**EXERCISE BRIEF:** Report each line of the data that contains the string "sheet".

**MATERIAL PROVIDED:**
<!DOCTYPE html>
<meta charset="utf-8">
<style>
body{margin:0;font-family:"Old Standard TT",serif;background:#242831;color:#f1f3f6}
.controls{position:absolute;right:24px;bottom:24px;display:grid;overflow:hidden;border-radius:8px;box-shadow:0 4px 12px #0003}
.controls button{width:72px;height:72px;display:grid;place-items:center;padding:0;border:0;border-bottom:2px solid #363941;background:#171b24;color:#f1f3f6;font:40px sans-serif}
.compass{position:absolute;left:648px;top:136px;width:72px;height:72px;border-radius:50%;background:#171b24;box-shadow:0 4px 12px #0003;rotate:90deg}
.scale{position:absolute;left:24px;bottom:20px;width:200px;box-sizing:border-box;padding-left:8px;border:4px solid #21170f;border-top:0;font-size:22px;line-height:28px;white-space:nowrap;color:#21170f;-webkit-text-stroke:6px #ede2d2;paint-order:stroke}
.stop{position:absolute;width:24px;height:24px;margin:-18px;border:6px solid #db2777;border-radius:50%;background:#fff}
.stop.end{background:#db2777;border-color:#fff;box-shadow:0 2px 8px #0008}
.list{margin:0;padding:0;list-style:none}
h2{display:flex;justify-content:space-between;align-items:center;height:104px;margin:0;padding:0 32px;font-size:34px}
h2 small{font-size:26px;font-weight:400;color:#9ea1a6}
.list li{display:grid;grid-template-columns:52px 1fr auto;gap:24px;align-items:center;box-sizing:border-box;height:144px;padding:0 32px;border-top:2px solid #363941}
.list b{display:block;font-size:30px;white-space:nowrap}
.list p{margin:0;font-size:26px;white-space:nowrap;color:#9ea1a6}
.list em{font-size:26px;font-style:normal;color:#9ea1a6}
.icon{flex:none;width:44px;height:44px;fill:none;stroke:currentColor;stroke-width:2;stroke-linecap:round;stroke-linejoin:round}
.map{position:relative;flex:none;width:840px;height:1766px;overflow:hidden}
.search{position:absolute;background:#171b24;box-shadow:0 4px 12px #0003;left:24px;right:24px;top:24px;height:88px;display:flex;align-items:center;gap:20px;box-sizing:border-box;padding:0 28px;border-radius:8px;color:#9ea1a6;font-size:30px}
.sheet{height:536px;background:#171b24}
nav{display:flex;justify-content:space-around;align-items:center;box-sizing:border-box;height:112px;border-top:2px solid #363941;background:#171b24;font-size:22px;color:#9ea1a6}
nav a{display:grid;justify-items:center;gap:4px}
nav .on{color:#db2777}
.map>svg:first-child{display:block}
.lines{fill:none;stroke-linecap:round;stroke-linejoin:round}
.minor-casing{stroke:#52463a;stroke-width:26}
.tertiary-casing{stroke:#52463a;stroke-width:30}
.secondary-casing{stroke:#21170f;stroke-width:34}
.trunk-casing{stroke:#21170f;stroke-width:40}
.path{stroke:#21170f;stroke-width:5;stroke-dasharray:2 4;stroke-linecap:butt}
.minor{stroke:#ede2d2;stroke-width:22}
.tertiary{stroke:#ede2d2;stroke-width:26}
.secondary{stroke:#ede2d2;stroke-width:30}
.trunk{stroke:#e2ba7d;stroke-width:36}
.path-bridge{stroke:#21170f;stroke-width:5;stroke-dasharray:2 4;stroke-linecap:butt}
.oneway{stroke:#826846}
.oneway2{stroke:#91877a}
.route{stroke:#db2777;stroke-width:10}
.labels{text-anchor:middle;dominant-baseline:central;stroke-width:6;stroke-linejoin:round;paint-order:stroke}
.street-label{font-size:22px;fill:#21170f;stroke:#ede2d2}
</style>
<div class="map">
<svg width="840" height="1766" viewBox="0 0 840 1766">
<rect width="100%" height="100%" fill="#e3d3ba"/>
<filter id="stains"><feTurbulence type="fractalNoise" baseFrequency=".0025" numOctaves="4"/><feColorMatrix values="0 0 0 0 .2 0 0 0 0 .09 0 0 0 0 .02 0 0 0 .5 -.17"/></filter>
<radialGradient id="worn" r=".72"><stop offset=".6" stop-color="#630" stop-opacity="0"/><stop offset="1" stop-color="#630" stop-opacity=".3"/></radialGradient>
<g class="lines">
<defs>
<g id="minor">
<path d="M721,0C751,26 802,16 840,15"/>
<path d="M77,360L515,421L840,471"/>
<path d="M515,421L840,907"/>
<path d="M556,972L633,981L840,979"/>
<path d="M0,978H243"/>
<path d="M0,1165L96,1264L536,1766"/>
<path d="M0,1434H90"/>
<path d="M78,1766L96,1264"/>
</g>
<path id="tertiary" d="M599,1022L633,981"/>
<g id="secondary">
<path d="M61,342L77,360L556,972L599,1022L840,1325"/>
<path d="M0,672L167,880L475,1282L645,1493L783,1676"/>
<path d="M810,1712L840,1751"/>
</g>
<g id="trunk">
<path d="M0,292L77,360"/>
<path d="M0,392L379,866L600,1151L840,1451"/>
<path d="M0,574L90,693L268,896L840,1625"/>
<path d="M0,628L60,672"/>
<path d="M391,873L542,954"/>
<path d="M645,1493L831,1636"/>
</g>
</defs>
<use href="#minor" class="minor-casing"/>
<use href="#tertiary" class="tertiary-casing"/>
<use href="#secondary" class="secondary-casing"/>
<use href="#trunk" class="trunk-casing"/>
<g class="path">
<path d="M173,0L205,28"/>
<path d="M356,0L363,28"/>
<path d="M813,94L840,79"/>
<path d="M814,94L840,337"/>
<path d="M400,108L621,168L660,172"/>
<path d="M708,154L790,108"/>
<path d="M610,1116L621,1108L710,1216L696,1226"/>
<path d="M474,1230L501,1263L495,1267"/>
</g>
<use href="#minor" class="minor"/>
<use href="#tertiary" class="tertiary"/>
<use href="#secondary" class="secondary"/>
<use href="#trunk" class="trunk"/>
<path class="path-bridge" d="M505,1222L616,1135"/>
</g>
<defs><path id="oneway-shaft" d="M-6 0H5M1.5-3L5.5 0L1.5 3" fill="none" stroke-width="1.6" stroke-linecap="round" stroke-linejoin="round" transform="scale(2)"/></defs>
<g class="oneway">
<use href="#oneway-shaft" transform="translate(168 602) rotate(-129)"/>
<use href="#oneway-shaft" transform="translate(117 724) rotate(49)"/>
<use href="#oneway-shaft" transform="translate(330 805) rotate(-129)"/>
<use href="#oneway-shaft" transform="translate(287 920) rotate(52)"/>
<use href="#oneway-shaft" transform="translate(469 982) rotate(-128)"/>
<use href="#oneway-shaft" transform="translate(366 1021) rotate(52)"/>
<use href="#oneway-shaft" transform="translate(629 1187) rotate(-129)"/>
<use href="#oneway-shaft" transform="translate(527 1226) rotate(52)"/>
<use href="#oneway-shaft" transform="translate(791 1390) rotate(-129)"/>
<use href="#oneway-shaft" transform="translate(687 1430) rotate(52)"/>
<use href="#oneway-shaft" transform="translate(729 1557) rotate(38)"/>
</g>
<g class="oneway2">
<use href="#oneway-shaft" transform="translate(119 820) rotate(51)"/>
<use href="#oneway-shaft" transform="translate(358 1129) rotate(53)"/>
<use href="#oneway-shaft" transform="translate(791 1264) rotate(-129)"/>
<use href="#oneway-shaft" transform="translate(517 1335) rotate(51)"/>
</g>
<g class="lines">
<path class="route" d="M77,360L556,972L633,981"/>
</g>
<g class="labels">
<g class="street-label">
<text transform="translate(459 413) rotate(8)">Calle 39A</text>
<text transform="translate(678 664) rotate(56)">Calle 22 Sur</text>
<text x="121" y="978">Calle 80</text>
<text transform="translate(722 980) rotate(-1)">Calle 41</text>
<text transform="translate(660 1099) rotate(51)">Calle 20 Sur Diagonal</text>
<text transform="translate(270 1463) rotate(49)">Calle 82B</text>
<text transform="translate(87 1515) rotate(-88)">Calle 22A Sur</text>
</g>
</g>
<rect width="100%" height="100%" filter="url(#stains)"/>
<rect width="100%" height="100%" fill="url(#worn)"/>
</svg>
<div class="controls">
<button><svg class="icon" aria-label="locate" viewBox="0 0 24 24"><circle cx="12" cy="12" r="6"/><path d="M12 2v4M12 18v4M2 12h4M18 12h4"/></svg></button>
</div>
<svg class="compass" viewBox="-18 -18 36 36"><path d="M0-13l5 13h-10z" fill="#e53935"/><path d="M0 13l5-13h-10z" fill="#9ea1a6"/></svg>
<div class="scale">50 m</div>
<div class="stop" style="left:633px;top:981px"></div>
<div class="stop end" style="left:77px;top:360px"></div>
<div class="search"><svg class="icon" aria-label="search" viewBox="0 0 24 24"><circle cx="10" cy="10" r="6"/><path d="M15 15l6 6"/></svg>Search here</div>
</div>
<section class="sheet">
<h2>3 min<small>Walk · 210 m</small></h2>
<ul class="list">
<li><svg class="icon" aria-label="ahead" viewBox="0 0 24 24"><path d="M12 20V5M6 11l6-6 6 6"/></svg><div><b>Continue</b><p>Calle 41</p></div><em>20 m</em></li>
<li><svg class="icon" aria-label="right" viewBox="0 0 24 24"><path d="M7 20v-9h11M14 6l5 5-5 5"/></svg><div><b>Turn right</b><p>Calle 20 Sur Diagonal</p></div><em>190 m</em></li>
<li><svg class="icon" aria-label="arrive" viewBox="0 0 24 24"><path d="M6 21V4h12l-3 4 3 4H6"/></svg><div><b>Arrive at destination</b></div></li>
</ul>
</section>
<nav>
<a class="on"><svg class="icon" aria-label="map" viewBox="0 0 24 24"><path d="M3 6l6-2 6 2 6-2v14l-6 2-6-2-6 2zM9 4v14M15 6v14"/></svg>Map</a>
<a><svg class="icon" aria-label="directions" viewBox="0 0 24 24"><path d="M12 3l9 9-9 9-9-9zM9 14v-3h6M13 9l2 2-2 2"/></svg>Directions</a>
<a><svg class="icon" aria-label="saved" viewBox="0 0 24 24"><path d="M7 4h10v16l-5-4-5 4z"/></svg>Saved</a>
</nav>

**RESPONSE BELOW:**
.sheet{height:536px;background:#171b24}
<section class="sheet">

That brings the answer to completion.